De retour après une période chargée avec un petit billet sur le film d'Ari Folman Valse avec Bachir. Un an après Persepolis de Marjane Satrapi, voilà un nouveau film d'animation qui attire l'attention, mais cette fois-ci, plus qu'une autobiographie, c'est un véritable documentaire, disons un auto-documentaire.
Un soldat israélien tente de renouer avec la mémoire - celle de son rôle dans la guerre du Liban et plus précisément du massacre de Sabra et Chatila en 1982. Jusque-là, cette période de sa vie avait été oubliée, ou plutôt refoulée.
Voilà pour la trame de ce film que je conseille vivement, sauf peut-être aux allergiques à Apocalypse now puisque de nombreux passages sont dans la même veine. Partons du titre. Je m'avance peut-être, n'ayant lu aucune explication de Folman, mais l'emploi du mot "valse" sonne comme un triple renvoi à la Vienne de la fin du XIXe siècle. D'abord, à Freud et la psychanalyse, à la rescousse d'un (anti-)héros à l'image de son pays : malmené dans son identité et troublé dans sa mémoire. Ensuite parce que c'est de Vienne que Herzl pense le premier congrès sioniste de Bâle. Et enfin, parce que la belle eau du Danube de la célèbre valse semble s'être transformée en une mer omniprésente, obsédante et parfois menaçante.
Ce film apparaît alors comme une remise en question radicale de l'identité d'Israel autant qu'un appel à effectuer un véritable travail de mémoire pour ne pas répéter inlassablement car imperceptiblement les mêmes erreurs. Folman n'hésite pas, dans ce qui me semble être une parfaite éthique de la compréhension comme dirait Edgar Morin, ni à faire des soldats israéliens des victimes, ni à assimiler les palestiniens de Sabra et Chatila aux juifs du ghetto de Varsovie et par là à poser l'effroyable question : les soldats israéliens n'ont-ils pas tenu le rôle des nazis ? Davantage peut-être qu'une comparaison forcément fausse, Folman doit vouloir signifier que la vue israélienne est brouillée par la Shoah, menant le pays dans une spirale psychologique néfaste.
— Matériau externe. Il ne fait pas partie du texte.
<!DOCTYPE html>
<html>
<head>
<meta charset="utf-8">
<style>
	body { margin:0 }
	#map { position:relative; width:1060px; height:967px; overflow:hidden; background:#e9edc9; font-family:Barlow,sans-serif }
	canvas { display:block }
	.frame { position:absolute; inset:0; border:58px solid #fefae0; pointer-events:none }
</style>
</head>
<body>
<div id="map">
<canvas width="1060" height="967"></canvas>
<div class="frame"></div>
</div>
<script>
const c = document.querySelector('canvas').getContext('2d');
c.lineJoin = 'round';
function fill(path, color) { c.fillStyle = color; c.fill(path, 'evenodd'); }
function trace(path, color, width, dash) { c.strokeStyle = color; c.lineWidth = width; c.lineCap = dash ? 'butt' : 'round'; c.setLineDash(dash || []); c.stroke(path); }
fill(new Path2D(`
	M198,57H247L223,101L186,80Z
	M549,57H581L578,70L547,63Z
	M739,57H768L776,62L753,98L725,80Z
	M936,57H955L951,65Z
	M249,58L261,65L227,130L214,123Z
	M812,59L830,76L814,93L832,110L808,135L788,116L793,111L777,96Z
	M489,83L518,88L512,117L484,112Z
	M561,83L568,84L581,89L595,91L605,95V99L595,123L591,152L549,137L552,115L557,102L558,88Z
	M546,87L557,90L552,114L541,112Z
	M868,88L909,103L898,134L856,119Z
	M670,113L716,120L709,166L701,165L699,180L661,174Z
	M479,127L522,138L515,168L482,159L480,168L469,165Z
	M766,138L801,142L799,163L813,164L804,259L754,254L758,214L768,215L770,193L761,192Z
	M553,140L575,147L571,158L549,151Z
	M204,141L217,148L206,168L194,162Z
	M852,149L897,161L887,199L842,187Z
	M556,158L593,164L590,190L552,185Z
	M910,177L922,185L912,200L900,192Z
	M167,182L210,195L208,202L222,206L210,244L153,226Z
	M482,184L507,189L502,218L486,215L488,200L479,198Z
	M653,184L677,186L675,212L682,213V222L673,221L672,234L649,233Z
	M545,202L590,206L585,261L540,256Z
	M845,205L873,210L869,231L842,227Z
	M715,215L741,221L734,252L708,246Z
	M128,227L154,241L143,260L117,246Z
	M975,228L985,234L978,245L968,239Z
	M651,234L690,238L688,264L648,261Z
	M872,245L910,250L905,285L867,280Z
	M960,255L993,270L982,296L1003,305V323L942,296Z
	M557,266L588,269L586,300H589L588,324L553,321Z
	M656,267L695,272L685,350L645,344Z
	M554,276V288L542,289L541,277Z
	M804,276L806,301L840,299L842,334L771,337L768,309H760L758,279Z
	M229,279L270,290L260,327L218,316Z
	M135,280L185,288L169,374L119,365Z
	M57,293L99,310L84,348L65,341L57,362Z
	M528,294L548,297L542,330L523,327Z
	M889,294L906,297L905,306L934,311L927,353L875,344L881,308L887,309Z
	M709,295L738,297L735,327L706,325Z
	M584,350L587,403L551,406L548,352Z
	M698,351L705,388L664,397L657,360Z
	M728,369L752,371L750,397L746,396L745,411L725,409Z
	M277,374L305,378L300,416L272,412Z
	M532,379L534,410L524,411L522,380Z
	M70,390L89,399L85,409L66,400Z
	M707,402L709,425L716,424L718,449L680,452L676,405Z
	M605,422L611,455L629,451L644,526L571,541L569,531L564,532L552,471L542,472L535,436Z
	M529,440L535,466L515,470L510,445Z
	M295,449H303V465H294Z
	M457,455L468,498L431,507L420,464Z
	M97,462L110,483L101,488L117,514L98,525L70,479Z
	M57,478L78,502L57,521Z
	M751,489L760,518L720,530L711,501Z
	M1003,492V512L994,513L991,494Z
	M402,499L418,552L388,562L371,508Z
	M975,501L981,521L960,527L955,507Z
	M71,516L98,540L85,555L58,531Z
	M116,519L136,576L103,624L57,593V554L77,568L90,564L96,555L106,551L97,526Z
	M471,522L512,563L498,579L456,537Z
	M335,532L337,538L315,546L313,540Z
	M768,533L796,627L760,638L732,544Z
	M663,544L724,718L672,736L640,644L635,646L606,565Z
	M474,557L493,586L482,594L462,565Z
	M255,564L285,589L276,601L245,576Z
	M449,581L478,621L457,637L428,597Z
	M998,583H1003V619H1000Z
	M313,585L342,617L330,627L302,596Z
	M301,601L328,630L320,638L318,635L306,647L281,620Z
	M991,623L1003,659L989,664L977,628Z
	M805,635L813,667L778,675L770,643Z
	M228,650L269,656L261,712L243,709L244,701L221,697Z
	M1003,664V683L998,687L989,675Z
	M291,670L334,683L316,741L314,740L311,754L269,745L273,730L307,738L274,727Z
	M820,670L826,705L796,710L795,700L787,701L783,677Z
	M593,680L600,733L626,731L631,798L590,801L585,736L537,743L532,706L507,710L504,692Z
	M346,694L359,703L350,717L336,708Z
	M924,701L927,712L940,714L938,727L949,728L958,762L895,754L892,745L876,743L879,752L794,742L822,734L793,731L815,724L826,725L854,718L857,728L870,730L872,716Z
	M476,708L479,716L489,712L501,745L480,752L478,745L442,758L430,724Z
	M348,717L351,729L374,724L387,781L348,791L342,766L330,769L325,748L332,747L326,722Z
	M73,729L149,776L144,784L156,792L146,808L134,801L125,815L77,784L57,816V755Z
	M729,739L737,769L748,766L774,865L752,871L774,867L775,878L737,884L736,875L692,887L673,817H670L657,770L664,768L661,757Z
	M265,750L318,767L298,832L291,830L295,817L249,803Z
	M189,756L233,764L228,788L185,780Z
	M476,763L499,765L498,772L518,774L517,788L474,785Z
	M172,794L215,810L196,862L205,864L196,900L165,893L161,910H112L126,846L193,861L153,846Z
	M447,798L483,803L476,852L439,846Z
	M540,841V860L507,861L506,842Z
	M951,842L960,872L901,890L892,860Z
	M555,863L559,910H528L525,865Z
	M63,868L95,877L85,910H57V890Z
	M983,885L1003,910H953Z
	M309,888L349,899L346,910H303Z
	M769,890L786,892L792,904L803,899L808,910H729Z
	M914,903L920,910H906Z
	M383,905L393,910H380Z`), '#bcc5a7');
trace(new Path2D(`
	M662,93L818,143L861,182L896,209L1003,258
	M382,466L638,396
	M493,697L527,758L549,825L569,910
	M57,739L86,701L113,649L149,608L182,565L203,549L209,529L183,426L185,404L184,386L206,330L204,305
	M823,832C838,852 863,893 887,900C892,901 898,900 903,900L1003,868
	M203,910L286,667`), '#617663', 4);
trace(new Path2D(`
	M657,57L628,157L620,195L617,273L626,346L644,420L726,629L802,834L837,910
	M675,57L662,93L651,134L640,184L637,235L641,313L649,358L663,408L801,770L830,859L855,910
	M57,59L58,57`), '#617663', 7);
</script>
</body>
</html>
Bref, ce film soulève des questions très profondes (qu'y a-t-il de plus enfoui que cette obsession de mer-mère ?) concernant son pays et son rapport à la mémoire et à l'histoire et dont l'appropriation par la société israélienne devrait être fort bénéfique. Malgré la brutalité de ces questions, Folman reste confiant par l'intermédiaire de l'héritier de Freud, le psychanalyste dans le film, qui estime que rien de trop intolérable ne pourra être découvert durant ce travail de mémoire, mais uniquement de l'auto-compréhension, de la comprehension tout court, et donc une sérénité et un apaisement nouveau.